**** Record excerpts ****

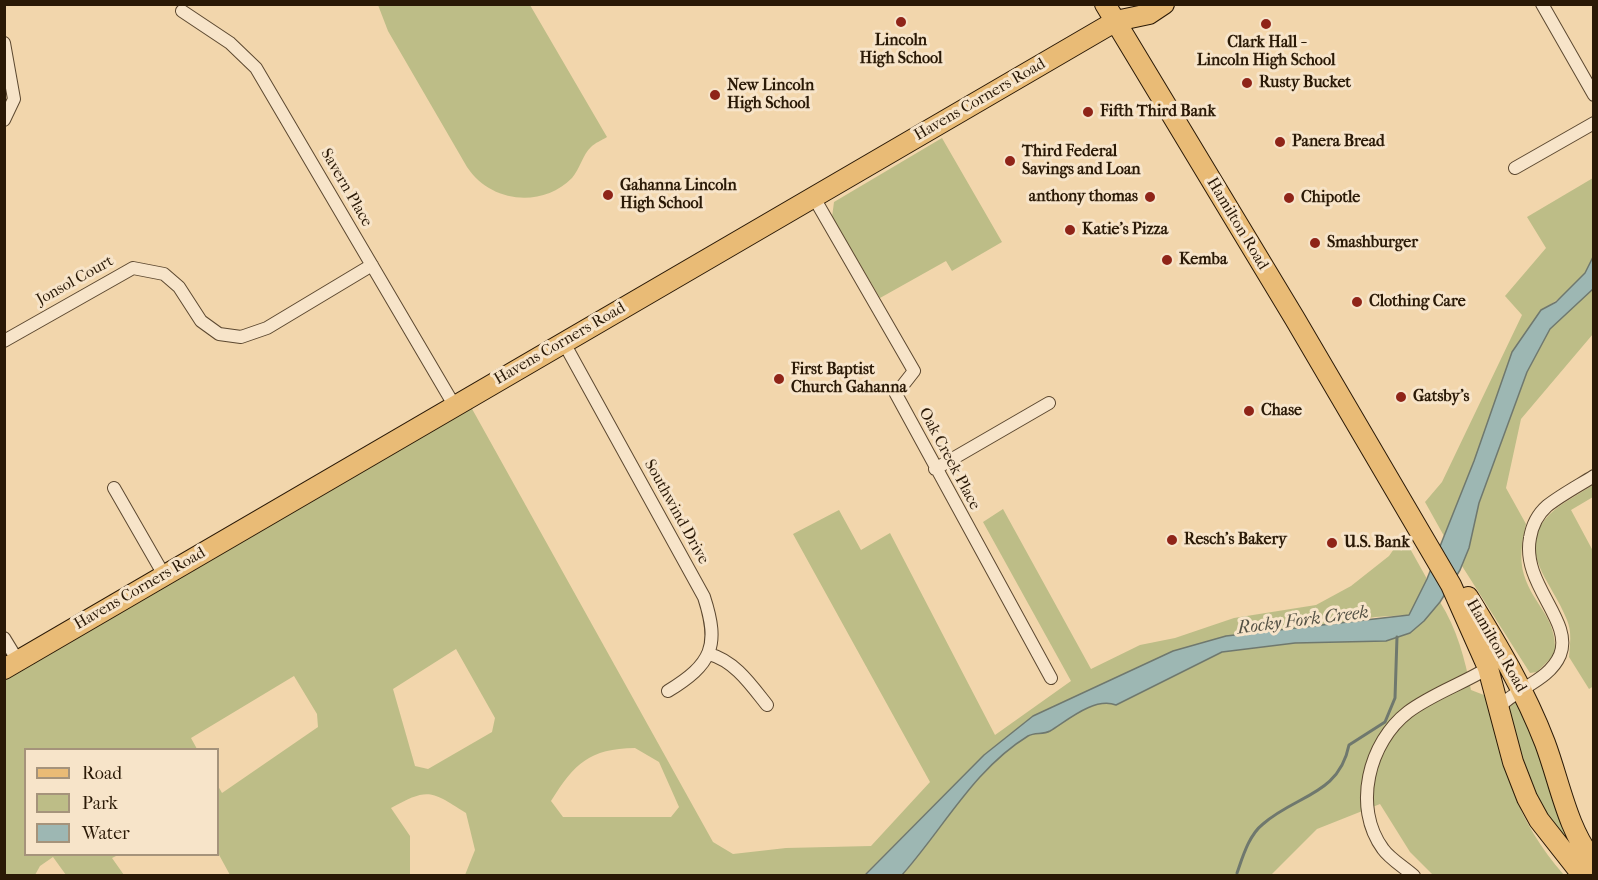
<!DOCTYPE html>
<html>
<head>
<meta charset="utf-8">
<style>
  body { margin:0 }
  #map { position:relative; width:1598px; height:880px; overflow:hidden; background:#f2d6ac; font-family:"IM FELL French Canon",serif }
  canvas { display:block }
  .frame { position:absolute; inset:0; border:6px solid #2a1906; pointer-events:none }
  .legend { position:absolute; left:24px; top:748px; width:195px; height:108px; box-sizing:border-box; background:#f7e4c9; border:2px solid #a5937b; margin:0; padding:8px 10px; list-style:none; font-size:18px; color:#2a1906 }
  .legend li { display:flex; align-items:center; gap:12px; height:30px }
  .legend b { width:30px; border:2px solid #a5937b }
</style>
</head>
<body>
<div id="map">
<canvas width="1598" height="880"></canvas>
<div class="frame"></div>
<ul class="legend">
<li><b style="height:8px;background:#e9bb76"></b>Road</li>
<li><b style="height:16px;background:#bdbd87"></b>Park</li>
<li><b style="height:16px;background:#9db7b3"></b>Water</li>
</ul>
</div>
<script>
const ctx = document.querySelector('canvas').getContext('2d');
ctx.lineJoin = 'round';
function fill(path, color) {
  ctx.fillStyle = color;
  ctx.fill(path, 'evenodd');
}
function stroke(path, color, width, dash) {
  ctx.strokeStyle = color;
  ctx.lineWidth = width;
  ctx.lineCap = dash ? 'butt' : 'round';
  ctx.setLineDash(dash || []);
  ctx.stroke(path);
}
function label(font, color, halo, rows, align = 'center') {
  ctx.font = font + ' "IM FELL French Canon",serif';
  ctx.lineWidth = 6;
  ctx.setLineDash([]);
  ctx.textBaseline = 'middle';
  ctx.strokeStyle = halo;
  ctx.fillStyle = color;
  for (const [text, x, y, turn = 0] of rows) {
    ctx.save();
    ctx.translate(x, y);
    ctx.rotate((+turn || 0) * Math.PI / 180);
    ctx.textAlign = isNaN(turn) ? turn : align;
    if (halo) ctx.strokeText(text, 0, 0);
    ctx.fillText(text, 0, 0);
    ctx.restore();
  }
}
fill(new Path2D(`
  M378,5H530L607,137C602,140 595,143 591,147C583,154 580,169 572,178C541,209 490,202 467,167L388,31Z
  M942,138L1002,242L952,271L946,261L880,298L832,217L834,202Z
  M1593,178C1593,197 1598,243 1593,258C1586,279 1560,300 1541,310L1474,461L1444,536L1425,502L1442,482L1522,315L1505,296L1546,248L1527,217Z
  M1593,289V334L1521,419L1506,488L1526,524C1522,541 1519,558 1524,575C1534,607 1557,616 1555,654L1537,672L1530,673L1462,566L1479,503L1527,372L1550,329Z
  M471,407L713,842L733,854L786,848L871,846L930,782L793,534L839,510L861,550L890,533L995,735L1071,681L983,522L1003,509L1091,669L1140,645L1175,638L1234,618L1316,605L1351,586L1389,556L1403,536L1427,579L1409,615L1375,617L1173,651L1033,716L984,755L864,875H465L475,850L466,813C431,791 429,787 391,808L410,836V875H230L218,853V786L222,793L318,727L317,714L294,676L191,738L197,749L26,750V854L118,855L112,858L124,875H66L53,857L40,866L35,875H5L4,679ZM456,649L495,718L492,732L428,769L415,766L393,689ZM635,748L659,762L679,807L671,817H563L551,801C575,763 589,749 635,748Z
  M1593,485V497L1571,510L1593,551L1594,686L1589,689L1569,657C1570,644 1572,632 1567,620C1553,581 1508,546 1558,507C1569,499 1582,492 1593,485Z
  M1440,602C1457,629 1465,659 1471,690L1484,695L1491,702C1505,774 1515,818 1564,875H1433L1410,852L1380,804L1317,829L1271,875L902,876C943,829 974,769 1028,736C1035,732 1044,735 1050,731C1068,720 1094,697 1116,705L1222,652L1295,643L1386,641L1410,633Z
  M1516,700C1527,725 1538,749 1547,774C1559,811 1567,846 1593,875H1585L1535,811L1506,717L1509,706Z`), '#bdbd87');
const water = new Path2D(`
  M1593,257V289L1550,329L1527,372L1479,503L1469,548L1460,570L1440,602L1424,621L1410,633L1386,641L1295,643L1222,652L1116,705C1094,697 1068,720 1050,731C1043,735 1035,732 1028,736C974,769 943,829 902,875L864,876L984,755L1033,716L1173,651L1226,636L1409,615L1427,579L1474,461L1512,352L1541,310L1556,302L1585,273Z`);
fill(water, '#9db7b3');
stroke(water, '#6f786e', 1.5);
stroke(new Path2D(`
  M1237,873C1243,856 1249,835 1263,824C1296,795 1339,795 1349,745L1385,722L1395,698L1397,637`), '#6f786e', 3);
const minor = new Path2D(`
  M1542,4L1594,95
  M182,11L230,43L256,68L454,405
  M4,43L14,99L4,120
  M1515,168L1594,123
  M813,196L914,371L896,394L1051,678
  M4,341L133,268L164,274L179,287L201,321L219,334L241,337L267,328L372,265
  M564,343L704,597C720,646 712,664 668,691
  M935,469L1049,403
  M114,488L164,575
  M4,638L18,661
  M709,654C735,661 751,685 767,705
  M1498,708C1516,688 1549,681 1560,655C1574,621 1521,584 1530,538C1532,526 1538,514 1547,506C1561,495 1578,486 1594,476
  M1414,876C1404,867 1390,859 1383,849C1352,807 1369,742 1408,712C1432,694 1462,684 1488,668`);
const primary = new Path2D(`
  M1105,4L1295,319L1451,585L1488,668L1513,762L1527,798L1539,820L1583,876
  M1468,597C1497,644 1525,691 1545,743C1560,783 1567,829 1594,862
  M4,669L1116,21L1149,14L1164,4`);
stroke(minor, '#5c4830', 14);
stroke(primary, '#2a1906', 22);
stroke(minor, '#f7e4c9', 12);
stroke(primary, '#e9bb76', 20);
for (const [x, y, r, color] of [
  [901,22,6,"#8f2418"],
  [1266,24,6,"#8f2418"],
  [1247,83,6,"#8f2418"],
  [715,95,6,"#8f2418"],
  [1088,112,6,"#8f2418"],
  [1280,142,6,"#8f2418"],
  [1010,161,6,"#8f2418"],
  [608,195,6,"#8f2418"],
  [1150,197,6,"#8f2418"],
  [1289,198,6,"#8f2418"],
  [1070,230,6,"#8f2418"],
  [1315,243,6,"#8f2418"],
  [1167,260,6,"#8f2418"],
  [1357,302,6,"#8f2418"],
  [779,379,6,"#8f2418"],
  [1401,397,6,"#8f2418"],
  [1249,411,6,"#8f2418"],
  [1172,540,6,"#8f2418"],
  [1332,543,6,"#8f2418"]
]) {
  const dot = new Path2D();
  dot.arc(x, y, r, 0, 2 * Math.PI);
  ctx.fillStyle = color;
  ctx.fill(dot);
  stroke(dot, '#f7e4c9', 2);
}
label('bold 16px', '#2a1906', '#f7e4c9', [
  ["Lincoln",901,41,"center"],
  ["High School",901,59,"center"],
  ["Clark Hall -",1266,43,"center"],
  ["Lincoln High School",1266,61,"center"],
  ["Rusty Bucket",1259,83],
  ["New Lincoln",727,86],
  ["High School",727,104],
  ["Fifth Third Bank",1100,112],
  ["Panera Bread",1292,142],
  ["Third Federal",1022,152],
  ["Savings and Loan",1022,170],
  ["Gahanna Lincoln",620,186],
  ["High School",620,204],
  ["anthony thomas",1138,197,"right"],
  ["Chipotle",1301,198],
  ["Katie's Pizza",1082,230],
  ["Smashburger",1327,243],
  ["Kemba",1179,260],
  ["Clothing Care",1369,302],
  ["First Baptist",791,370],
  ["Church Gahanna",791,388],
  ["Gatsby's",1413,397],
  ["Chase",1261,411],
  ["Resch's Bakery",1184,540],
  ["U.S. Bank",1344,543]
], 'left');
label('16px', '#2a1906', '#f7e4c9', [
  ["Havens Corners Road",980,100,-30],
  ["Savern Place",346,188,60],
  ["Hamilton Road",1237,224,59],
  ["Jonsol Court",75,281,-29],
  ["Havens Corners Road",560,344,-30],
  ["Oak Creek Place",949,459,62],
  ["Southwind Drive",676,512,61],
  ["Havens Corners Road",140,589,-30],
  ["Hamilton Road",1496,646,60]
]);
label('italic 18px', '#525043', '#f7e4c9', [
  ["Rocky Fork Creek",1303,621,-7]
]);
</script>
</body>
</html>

****
**** Record excerpts ****

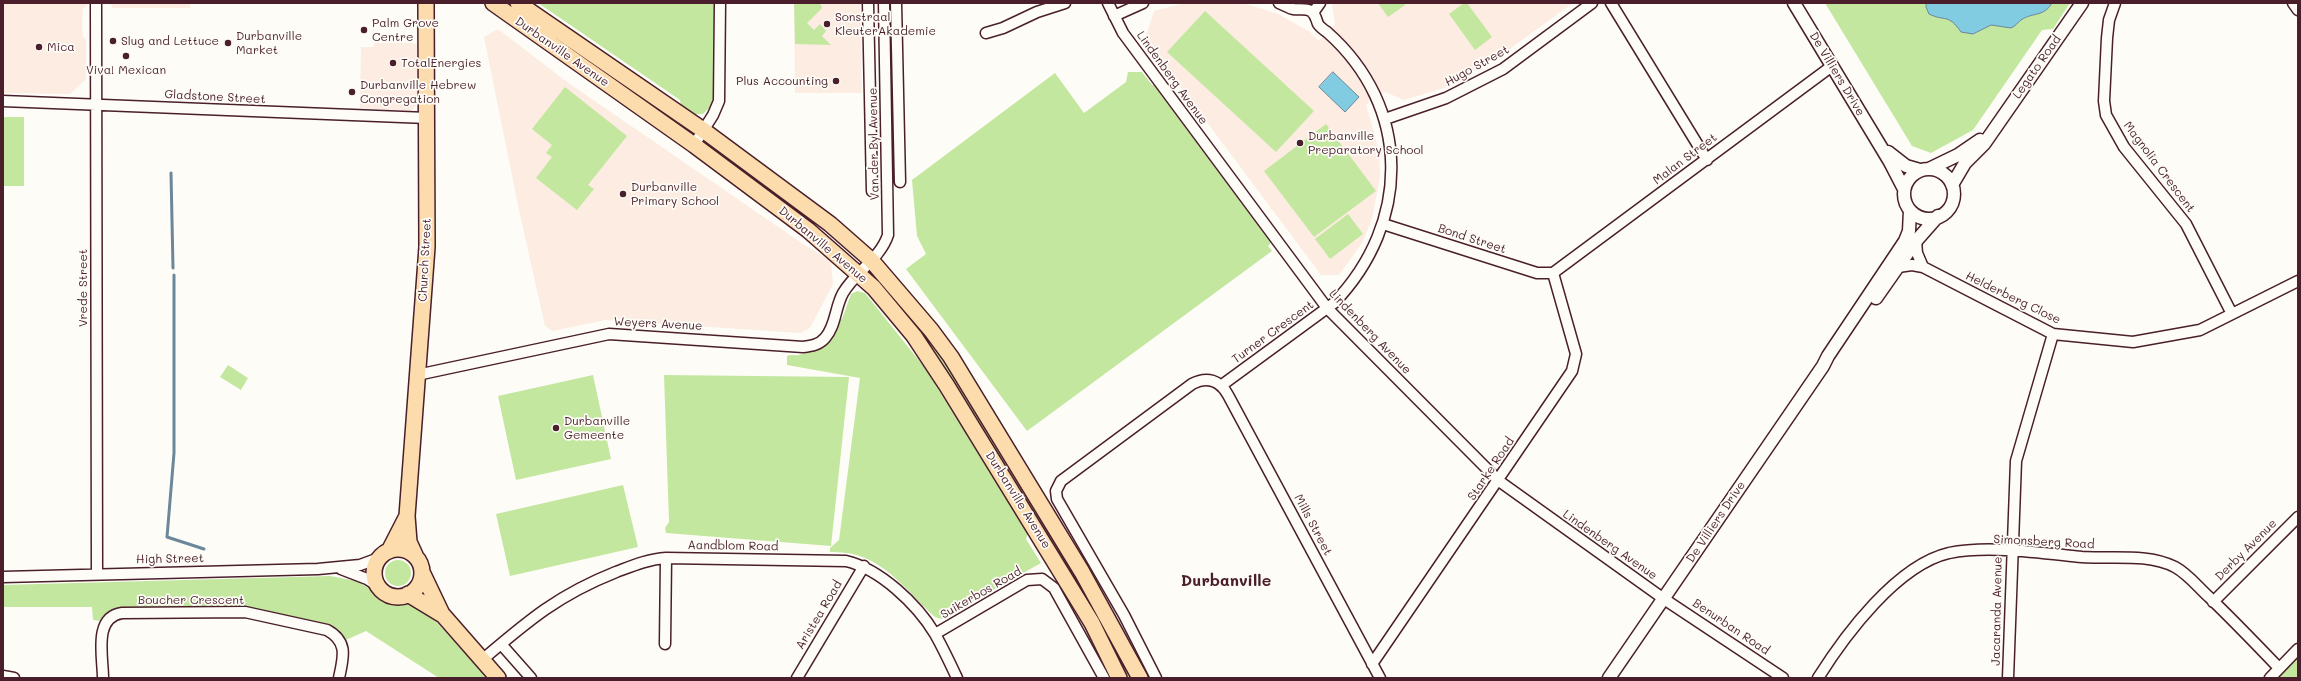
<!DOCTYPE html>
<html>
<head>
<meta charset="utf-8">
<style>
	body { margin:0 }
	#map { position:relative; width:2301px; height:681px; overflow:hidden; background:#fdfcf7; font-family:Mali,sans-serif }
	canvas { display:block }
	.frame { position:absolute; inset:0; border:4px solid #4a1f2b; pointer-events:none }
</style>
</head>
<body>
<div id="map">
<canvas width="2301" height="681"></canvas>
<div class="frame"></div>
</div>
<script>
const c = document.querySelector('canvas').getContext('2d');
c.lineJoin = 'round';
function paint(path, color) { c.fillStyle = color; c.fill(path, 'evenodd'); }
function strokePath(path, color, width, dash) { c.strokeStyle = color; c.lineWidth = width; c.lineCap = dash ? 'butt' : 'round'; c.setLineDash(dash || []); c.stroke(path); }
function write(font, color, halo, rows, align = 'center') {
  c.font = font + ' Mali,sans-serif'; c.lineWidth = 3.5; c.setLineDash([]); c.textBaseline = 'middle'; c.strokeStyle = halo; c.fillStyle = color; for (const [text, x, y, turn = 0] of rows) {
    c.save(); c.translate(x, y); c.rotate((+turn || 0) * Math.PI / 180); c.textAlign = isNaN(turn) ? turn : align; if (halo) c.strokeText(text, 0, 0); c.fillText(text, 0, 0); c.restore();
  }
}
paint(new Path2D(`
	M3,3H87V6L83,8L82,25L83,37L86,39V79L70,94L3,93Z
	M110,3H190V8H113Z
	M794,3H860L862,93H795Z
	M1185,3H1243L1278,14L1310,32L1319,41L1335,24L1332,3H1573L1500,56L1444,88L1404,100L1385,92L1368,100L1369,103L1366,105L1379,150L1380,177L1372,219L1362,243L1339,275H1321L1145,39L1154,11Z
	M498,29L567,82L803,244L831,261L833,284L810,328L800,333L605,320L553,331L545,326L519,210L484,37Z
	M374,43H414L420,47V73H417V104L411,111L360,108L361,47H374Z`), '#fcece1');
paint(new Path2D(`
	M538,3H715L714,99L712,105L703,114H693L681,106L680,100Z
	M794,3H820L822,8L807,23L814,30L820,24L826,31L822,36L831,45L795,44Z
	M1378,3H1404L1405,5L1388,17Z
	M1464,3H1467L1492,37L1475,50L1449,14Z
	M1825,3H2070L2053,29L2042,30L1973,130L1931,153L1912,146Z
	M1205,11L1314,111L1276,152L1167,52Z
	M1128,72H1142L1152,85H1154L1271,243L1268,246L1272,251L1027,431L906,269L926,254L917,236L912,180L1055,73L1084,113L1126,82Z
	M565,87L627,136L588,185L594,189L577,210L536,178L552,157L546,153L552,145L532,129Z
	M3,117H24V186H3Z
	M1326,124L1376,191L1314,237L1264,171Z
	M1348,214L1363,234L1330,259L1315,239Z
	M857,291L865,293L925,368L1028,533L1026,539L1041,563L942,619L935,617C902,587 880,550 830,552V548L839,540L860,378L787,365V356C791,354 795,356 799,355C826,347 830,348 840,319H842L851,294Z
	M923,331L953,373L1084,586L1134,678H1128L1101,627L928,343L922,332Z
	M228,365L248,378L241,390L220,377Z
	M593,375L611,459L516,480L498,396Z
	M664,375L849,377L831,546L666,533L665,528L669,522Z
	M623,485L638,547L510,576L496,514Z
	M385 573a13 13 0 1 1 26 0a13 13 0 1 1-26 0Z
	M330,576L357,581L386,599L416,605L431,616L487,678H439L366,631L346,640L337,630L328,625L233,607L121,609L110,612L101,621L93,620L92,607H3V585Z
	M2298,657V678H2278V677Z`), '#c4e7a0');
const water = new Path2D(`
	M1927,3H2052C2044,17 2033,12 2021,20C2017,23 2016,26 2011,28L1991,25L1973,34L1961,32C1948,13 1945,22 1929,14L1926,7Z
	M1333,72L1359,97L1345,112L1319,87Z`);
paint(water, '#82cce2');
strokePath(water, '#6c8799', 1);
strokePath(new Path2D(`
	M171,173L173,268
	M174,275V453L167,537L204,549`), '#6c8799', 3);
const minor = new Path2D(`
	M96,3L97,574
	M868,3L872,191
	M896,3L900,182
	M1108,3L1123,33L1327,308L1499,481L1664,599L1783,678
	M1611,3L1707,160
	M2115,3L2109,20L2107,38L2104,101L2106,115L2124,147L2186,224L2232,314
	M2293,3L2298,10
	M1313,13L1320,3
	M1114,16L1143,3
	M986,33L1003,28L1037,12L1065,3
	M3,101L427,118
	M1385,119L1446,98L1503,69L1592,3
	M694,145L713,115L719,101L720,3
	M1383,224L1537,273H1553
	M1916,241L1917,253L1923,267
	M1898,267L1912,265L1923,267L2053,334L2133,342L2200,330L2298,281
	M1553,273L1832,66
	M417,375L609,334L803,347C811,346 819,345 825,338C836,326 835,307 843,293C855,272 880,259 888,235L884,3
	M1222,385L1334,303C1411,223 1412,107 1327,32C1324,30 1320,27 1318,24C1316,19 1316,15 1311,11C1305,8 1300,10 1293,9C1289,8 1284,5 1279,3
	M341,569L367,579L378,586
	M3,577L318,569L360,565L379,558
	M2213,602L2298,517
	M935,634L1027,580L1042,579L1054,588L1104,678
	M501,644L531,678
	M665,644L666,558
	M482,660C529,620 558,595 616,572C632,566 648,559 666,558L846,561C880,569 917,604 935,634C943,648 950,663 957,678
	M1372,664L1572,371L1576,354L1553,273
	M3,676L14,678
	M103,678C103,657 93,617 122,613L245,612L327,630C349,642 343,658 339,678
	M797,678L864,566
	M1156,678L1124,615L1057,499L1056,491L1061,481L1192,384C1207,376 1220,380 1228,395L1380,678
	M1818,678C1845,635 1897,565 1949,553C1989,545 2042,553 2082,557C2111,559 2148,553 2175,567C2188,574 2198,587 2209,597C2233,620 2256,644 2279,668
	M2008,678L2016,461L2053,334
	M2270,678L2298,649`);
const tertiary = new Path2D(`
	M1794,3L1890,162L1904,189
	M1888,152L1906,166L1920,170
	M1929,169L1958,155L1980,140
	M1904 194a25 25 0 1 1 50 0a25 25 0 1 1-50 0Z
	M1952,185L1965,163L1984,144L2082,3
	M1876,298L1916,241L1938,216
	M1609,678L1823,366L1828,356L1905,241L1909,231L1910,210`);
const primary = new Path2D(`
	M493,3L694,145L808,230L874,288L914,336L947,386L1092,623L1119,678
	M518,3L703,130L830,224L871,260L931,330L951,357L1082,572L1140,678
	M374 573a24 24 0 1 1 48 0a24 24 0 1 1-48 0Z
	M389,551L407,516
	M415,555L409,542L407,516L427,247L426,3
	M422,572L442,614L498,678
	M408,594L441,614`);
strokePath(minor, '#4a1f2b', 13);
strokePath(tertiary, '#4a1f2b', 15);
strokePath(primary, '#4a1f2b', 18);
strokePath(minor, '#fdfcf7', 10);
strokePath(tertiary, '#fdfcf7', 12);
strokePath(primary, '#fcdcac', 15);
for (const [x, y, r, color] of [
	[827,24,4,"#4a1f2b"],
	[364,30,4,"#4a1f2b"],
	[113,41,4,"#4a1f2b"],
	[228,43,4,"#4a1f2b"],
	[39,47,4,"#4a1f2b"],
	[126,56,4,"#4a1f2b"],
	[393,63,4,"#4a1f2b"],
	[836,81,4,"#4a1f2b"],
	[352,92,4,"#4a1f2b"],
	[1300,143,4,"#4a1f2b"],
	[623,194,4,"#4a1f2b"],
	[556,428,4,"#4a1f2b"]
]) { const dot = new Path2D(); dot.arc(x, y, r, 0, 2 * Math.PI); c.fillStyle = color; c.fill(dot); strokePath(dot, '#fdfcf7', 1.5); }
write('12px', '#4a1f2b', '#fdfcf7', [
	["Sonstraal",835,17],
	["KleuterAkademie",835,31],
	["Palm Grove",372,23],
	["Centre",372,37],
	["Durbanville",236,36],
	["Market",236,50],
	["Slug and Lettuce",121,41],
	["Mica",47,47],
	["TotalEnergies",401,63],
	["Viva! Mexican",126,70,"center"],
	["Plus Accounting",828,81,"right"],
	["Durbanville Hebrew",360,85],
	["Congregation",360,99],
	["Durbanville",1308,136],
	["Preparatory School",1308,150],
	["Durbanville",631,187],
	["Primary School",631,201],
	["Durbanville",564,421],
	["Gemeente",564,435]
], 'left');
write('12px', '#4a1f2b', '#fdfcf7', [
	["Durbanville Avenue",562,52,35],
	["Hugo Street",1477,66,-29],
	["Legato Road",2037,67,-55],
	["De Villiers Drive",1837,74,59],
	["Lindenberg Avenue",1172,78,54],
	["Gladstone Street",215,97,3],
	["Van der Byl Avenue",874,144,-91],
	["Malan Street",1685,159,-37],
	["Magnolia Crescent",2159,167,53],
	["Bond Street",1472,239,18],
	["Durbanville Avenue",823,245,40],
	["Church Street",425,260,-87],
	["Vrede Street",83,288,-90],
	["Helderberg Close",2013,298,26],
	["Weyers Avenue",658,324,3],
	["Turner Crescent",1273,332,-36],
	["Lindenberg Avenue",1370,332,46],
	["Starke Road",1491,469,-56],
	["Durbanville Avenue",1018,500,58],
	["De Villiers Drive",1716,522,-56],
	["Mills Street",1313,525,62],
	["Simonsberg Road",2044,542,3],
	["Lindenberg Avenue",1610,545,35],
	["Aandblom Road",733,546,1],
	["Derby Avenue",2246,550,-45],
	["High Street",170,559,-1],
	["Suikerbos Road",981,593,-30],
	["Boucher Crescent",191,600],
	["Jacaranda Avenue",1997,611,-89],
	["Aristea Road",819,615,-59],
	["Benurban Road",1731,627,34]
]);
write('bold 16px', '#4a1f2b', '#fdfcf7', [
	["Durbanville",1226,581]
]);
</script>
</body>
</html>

****

Action item: Among the entries, how many lines carry "Street"? Reply with a number and nothing else.

Solved exercise: 8